Police, meanwhile, arrested 19 people and referred them to the military prosecution which immediately began interrogating them, a security official said.
Protesters demolished a security wall around the mission with sledge-hammers, removed the Israeli flag and entered the embassy, grabbing thousands of documents.
They also torched police trucks and attacked the Giza police headquarters.
Hundreds of soldiers backed by armoured cars rushed to the area after Obama called on Cairo to protect the embassy.
Interior Minister Mansur al-Eissawy declared a state of high alert, cancelling all police leave, while Prime Minister Essam Sharaf called for an emergency cabinet meeting on Saturday.
Quoting an “informed source,” government daily Al-Ahram reported on its website that “there is clear intention that the government will submit its resignation after its failure to contain” the violence.
The attack came as about 1,000 protesters marched from Tahrir Square where thousands had massed Friday to press Egypt’s military rulers to keep promises of reform after a January-February revolt ousted president Hosni Mubarak.
Israeli Defence Minister Minister Ehud Barak’s office said he called US Defence Secretary Leon Panetta to request help protecting their embassy.
Obama spoke to Netanyahu by phone and expressed “great concern about the situation at the embassy, and the security of the Israelis serving there,” the White House said.
“The mob attack on the Israeli embassy is a serious incident but could have been worse had the rioters managed to get through the last door and hurt our people,” Ynet news website quoted Netanyahu as saying.

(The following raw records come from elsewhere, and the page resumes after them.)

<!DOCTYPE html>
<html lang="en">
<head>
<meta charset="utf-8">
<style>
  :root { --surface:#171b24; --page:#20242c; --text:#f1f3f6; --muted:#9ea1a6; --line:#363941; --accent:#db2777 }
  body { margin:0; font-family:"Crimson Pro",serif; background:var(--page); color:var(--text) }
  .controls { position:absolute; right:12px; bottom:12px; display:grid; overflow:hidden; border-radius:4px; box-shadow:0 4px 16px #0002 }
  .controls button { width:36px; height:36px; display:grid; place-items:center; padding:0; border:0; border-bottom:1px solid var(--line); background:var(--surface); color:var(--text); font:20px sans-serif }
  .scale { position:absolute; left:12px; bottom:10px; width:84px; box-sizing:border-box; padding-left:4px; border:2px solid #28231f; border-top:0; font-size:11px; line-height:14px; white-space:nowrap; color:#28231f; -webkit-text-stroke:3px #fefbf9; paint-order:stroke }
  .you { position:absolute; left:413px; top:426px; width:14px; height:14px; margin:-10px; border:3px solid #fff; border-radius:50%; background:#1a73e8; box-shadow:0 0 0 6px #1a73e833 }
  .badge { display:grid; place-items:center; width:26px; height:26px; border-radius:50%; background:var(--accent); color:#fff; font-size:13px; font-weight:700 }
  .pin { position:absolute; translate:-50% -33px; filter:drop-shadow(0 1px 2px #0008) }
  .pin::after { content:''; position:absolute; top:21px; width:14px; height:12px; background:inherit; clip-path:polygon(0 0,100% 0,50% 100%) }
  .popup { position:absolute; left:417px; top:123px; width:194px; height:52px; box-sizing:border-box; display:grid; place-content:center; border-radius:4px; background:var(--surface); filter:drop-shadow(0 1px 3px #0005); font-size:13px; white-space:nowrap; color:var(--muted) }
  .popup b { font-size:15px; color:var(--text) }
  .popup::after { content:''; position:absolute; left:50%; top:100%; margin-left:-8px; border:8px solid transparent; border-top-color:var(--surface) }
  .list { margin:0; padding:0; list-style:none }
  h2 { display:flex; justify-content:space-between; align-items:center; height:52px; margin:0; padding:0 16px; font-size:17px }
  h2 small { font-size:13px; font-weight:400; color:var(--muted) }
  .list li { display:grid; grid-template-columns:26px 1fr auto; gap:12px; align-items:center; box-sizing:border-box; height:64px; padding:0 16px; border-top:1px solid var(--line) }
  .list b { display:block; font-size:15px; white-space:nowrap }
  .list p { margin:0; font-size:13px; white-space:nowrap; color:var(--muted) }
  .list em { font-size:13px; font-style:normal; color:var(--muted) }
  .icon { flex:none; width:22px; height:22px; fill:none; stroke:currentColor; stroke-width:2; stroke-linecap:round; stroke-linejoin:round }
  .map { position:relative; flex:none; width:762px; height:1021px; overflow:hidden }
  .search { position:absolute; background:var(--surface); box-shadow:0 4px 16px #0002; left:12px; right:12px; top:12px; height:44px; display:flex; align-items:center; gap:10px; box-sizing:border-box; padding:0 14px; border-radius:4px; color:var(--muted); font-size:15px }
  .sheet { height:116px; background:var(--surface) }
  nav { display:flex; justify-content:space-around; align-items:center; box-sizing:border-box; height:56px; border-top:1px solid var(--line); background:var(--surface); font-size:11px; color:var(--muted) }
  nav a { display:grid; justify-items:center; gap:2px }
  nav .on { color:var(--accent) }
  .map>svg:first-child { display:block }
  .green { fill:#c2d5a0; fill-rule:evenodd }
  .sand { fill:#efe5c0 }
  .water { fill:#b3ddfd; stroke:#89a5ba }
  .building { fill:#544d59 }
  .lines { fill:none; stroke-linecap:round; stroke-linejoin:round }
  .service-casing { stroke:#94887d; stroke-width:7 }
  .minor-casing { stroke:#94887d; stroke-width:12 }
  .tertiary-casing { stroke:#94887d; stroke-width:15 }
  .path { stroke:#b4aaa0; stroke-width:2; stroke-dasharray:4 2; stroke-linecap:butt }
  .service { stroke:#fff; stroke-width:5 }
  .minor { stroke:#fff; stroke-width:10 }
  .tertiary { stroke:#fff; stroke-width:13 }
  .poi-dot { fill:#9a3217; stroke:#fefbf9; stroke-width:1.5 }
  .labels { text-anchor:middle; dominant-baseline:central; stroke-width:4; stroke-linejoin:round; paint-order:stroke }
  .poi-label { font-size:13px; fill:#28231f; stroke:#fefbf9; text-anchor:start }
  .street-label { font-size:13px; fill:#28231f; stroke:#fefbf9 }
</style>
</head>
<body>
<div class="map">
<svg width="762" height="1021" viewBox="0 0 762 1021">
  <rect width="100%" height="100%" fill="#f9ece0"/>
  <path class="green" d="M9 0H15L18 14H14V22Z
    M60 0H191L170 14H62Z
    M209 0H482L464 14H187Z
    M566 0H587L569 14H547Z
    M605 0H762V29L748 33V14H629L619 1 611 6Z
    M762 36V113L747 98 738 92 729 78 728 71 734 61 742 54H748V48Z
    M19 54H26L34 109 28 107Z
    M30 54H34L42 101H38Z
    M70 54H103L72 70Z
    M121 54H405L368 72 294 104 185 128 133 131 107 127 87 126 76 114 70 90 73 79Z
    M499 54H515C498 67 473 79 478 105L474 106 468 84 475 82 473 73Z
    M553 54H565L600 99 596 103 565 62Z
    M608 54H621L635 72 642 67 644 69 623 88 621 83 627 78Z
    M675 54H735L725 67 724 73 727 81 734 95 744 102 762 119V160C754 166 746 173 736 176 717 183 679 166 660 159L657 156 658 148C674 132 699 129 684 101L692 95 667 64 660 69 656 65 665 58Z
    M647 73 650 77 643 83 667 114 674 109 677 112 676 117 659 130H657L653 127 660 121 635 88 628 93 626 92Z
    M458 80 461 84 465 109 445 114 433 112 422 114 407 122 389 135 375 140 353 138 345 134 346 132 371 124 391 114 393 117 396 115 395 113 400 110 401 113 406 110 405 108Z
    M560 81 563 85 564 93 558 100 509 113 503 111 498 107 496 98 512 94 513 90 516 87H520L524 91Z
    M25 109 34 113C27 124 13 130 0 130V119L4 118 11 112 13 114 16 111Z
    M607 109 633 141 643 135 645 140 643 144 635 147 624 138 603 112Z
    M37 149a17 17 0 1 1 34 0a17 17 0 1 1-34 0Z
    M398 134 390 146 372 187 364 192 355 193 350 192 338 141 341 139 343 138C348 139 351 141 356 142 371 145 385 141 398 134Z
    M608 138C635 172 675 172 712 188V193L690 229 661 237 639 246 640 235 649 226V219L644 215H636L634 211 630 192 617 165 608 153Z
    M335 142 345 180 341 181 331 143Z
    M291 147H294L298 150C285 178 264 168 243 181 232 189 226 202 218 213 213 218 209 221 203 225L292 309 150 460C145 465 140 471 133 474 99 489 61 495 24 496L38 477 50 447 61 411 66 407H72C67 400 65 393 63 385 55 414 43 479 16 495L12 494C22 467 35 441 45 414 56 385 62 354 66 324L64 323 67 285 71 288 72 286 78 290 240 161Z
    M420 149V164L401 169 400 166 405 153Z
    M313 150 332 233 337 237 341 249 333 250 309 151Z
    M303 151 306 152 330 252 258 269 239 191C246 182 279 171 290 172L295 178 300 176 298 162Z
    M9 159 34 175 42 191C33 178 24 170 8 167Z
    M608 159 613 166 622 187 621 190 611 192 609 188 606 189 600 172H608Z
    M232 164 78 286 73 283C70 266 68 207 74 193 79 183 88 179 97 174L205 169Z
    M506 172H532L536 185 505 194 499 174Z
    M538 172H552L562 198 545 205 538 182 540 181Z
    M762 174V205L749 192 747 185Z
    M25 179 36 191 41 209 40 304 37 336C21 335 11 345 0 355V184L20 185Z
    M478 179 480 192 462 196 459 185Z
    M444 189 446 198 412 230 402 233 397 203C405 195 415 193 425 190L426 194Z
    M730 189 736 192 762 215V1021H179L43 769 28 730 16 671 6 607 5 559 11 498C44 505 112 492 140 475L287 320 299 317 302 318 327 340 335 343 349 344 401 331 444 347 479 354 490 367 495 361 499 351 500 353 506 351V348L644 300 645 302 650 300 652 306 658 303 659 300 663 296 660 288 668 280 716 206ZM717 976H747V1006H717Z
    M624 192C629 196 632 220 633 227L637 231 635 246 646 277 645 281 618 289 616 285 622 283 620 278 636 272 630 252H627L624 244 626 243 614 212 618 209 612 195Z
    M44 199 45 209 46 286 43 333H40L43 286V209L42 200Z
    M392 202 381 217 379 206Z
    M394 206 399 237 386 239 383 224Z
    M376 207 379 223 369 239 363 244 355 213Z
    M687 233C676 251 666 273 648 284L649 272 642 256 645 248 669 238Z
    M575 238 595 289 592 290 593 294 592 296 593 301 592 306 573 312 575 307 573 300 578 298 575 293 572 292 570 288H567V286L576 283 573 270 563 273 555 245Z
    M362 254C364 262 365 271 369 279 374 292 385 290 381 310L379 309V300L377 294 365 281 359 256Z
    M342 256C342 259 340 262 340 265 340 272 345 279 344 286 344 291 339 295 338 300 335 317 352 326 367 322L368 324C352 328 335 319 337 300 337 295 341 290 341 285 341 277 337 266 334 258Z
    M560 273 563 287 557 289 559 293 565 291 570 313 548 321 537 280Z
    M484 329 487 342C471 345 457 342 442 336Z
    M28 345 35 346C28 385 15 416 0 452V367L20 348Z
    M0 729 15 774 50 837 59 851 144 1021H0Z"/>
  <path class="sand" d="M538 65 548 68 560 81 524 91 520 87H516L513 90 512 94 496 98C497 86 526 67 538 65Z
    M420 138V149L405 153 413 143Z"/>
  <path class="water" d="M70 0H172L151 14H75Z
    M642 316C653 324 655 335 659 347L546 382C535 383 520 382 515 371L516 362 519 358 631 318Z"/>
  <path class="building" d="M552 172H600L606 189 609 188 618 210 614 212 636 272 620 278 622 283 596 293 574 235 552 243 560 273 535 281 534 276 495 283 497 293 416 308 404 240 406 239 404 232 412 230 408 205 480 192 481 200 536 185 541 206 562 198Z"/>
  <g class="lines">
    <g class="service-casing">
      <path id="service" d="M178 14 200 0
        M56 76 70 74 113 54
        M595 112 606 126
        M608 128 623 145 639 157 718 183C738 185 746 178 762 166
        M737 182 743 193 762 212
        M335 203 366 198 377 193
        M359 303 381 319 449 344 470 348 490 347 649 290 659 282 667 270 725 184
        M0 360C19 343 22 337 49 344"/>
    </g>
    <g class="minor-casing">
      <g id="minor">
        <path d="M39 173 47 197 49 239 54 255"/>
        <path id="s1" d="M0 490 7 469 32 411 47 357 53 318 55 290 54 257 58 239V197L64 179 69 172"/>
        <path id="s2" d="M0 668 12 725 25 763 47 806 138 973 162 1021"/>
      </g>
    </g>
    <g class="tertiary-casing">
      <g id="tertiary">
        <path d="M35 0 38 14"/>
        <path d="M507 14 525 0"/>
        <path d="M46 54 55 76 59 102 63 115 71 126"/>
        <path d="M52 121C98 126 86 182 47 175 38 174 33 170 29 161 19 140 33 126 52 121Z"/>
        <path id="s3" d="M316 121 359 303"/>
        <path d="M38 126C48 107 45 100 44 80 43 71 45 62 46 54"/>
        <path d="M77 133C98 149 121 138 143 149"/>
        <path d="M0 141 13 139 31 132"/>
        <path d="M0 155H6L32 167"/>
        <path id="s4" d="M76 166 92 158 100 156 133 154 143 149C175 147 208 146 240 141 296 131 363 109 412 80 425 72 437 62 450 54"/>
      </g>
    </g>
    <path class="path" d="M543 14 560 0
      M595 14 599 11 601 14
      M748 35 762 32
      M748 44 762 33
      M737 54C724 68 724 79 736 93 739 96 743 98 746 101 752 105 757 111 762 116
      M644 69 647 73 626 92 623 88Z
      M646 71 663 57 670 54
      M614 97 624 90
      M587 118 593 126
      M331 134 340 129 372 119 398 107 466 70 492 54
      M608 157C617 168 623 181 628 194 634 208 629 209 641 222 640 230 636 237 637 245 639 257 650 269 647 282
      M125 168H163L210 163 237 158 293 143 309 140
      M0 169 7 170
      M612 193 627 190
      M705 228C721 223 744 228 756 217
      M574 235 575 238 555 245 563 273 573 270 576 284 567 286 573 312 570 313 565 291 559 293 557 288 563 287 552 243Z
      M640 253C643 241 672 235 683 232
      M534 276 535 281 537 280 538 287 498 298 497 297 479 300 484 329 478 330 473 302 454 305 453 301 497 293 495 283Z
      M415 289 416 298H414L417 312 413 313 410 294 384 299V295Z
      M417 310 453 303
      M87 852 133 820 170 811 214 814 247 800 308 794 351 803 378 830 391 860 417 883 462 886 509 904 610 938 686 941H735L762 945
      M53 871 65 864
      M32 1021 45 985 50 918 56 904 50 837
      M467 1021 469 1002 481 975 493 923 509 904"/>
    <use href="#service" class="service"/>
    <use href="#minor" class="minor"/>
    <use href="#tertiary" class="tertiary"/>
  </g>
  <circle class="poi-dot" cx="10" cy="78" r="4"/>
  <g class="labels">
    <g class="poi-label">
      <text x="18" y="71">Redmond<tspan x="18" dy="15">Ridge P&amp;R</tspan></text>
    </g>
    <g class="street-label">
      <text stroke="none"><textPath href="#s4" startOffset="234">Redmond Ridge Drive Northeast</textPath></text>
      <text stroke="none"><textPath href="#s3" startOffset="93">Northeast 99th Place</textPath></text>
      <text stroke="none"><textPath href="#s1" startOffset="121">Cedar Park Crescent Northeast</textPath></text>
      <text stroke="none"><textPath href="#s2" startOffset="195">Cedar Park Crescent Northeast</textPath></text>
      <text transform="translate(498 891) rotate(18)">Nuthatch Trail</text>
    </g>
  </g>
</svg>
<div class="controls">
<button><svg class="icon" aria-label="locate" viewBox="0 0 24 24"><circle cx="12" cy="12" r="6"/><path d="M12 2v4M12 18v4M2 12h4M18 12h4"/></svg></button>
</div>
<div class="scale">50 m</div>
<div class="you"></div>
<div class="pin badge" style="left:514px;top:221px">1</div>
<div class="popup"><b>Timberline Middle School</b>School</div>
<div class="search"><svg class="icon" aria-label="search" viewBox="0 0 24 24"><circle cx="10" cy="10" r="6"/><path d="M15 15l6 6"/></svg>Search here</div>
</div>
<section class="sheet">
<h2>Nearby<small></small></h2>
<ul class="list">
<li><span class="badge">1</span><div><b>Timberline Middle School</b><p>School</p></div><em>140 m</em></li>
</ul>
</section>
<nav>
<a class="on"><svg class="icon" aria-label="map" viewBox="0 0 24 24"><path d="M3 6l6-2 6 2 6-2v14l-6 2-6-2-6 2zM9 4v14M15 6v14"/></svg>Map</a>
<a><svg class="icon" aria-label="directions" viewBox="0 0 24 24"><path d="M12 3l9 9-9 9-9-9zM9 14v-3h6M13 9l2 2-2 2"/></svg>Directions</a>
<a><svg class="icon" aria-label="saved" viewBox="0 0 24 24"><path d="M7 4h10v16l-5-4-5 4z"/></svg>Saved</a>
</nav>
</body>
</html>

Israeli public radio said the six rescued men were security officers, and Netanyahu’s office said they had returned home safe.
“When the violence got out of hand, some 80 (Israelis) were taken out” of Egypt, an Israeli official said. “All our people are safe and sound.”
Egyptian state television said that Levanon met a general of the ruling military’s Supreme Council of the Armed Forces before leaving Cairo, and that the ambassador appeared “anxious and even scared.”